Hitler par le bout du nez ?
Cette conviction le pousse à faire fusiller les quatre soldats communistes allemands qui ont déserté en juin : deux le 4, un le 18, un autre le 21. Selon Jean Lopez et Lasha Otkhmezuri « ils ont tous ont révélé leurs opinions communistes et annoncé l’imminence de l’assaut.Tous ont été fusillés comme provocateurs ». C’est l’avant dernier service rendu à Hitler par Staline.
Le 22 juin 1941 à 0 h 30, le soldat communiste allemand Alfred Liskov déserte et franchit la frontière soviétique au péril de sa vie pour avertir l’Armée rouge que la Wehrmacht va attaquer à 3 heures du matin. Staline, prévenu aussitôt, ordonne de fusiller ce « provocateur ». C’est le dernier service rendu à Hitler par Staline pour prolonger l’existence une collaboration agonisante. La Wehrmacht attaque à l’heure dite, sauvant ainsi provisoirement Liskov, dont le NKVD démasquait alors vigoureusement la provocation.
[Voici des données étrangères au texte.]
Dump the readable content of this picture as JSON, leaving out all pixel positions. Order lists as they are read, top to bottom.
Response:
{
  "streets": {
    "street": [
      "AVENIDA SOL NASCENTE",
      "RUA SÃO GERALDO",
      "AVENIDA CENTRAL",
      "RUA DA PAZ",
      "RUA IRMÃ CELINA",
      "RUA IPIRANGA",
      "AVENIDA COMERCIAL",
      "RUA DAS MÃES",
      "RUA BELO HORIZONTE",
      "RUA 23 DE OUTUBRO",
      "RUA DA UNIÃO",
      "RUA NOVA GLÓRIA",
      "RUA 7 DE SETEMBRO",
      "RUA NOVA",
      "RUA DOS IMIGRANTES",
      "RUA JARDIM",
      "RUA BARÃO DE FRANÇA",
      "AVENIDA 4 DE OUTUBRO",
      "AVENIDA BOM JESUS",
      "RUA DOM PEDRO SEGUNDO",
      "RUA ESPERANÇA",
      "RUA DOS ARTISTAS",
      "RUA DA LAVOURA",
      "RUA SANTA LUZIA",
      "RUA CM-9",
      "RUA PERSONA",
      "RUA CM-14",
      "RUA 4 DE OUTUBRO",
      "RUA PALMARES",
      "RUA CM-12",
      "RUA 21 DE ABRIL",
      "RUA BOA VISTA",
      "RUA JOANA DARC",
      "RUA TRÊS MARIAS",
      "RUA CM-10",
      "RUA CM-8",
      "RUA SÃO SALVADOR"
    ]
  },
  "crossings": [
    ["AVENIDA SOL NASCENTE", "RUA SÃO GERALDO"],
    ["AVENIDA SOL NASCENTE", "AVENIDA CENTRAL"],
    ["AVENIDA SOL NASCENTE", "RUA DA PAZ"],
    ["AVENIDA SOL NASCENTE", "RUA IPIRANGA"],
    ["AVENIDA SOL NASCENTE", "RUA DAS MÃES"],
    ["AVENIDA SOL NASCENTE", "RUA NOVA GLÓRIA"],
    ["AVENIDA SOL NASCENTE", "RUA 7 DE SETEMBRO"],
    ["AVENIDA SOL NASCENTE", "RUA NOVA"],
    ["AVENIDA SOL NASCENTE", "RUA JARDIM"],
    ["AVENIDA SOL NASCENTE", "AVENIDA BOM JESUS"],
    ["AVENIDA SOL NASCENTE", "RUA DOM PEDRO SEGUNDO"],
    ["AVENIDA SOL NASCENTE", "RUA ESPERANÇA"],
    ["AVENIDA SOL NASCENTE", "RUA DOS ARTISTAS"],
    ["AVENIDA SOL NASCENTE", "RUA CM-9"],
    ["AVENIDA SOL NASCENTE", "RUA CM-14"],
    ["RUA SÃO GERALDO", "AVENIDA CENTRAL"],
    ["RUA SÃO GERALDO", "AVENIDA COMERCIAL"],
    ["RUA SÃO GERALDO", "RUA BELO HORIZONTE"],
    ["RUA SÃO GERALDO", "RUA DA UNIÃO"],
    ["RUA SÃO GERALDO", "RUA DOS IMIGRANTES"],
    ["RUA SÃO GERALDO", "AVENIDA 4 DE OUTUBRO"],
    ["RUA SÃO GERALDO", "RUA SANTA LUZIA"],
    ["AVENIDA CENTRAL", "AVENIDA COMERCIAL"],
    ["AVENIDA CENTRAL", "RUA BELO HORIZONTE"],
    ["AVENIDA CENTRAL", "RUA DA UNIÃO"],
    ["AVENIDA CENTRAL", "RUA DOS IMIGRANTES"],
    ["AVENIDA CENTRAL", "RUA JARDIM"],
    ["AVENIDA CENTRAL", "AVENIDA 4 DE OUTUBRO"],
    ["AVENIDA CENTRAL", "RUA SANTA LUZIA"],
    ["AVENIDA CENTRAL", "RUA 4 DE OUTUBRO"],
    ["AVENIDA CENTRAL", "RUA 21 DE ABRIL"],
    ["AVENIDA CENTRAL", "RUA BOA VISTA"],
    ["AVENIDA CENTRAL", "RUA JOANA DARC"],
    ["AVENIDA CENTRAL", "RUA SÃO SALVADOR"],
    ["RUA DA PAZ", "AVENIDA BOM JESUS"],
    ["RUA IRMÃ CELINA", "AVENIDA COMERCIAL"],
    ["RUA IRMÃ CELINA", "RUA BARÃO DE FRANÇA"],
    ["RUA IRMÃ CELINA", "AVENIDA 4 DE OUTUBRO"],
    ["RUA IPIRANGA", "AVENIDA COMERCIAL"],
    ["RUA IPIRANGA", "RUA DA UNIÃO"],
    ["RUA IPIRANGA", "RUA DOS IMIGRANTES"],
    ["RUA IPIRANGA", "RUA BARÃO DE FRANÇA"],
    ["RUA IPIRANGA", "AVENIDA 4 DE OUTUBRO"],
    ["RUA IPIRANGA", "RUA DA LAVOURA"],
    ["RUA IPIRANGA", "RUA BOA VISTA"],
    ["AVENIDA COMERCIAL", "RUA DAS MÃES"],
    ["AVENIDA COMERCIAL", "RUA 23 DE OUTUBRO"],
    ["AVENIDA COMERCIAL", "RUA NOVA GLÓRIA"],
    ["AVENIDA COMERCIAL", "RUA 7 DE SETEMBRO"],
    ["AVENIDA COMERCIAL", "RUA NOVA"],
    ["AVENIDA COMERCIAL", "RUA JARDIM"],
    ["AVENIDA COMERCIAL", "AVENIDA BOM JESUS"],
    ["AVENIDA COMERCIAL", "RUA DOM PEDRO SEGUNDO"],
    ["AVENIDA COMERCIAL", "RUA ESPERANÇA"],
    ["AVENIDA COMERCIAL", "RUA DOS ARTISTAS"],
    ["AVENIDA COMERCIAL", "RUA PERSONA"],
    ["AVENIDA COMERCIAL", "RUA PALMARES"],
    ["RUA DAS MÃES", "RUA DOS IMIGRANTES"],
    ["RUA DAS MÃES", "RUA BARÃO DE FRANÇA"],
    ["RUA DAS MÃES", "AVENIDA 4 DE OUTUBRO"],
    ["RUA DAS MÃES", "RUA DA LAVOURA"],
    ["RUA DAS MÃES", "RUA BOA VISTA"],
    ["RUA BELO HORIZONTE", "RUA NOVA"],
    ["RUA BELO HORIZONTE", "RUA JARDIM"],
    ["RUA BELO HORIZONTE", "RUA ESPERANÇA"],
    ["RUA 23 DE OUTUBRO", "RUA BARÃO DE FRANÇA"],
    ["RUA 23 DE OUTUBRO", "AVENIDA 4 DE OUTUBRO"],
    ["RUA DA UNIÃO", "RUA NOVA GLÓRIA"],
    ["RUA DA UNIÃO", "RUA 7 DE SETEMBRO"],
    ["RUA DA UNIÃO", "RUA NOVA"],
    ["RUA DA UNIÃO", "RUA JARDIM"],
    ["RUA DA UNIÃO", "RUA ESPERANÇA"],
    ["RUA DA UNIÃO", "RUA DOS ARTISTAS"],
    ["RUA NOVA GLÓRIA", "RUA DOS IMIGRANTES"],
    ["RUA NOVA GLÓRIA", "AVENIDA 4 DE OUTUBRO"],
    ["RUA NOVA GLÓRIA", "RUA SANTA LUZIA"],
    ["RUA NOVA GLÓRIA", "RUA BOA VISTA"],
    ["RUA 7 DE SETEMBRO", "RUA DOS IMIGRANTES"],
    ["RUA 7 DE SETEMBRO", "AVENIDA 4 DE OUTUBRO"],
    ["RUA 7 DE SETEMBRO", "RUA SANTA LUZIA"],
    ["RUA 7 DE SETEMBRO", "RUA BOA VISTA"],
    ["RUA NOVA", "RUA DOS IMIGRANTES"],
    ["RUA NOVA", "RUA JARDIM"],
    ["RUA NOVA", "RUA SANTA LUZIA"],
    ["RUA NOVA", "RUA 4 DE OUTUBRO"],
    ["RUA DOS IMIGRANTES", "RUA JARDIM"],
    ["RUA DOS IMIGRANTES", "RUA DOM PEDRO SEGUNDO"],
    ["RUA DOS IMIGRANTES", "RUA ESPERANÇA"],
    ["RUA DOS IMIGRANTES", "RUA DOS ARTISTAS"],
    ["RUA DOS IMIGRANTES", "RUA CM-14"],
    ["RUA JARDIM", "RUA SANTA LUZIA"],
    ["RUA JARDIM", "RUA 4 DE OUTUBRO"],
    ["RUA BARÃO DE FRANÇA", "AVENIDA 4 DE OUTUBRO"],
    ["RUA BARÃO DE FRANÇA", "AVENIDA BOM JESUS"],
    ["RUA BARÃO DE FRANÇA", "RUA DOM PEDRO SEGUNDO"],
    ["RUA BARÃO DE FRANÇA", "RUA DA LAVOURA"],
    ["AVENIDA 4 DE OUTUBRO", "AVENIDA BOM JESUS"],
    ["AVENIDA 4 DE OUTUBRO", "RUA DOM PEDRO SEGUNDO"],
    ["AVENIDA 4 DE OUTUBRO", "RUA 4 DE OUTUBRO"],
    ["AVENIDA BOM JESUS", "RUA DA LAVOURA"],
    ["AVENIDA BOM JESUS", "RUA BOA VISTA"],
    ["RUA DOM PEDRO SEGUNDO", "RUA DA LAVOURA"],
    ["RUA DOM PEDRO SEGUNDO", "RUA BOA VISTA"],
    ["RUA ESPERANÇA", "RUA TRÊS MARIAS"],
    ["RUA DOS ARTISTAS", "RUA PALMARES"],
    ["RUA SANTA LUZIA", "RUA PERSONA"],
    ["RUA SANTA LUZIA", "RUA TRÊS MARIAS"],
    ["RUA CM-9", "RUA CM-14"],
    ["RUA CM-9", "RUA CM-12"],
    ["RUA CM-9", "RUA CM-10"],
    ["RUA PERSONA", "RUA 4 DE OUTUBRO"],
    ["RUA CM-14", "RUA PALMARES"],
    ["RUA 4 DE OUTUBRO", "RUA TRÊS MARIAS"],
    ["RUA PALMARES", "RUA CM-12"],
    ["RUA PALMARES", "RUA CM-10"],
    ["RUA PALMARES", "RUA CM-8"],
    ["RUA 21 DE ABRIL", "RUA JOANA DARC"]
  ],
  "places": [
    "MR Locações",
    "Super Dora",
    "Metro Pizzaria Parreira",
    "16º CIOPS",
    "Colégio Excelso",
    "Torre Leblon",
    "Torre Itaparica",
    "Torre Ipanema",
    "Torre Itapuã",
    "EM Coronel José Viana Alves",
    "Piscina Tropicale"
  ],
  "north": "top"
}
Ainsi s’achève la collaboration affichée dont les deux protagonistes garderont une vague nostalgie. Ainsi Hitler déclare-t-il le 17 septembre 1944 à son médecin le docteur Giesing : « Le seul adversaire qui soit à peu près de ma taille est Staline. Je ne puis lui refuser mon estime... quand je considère ce qu’il a fait de la Russie ». Selon la fille de Staline, Nadejda Allilouieva, son père, lui, « considérait le pacte de 1939 comme un chef-d’œuvre de sa formidable sournoiserie » et bien après la guerre, il répétait, c’était devenu une habitude : « quand même, avec ces Allemands nous aurions été invincibles ».
Août -septembre 1944 : « le renouvellement sans paroles du pacte Ribbentrop –Molotov » (Czapski)
La collaboration Staline-Hitler, fracassée le 22 juin 1941, s’exprimera une dernière fois, à nouveau sur le dos des Polonais, trois ans plus tard sous une forme évidemment inavouée et inattendue. Le 1er août 1944, alors que l’Armée rouge entrée depuis plusieurs semaines en Pologne avance vers Varsovie, la capitale qu’Hitler déteste se soulève sous la direction de l’Armija Krajowa (A.K), l’armée nationaliste polonaise.
Les insurgés s’emparent des deux tiers de la ville. La Wehrmacht, renforcée par des bataillons SS et des détachements de l’armée russe collaborationniste de Vlassov et de l’armée ukrainienne fasciste de Bandera, déchaîne un massacre. Staline ne peut accepter une insurrection dont la direction lui échappe.
L’Armée rouge s’arrête longtemps puis avance, cinq jours durant, pour redonner un maigre souffle à l’insurrection, que quelques rares ballots de vivres lâchés par de rares avions soviétiques feignent de nourrir. L’insurrection, écrasée le 2 octobre, laisse derrière elle 180 000 morts et des monceaux de ruine. Avant de prendre Berlin, Staline a offert son dernier présent à Hitler.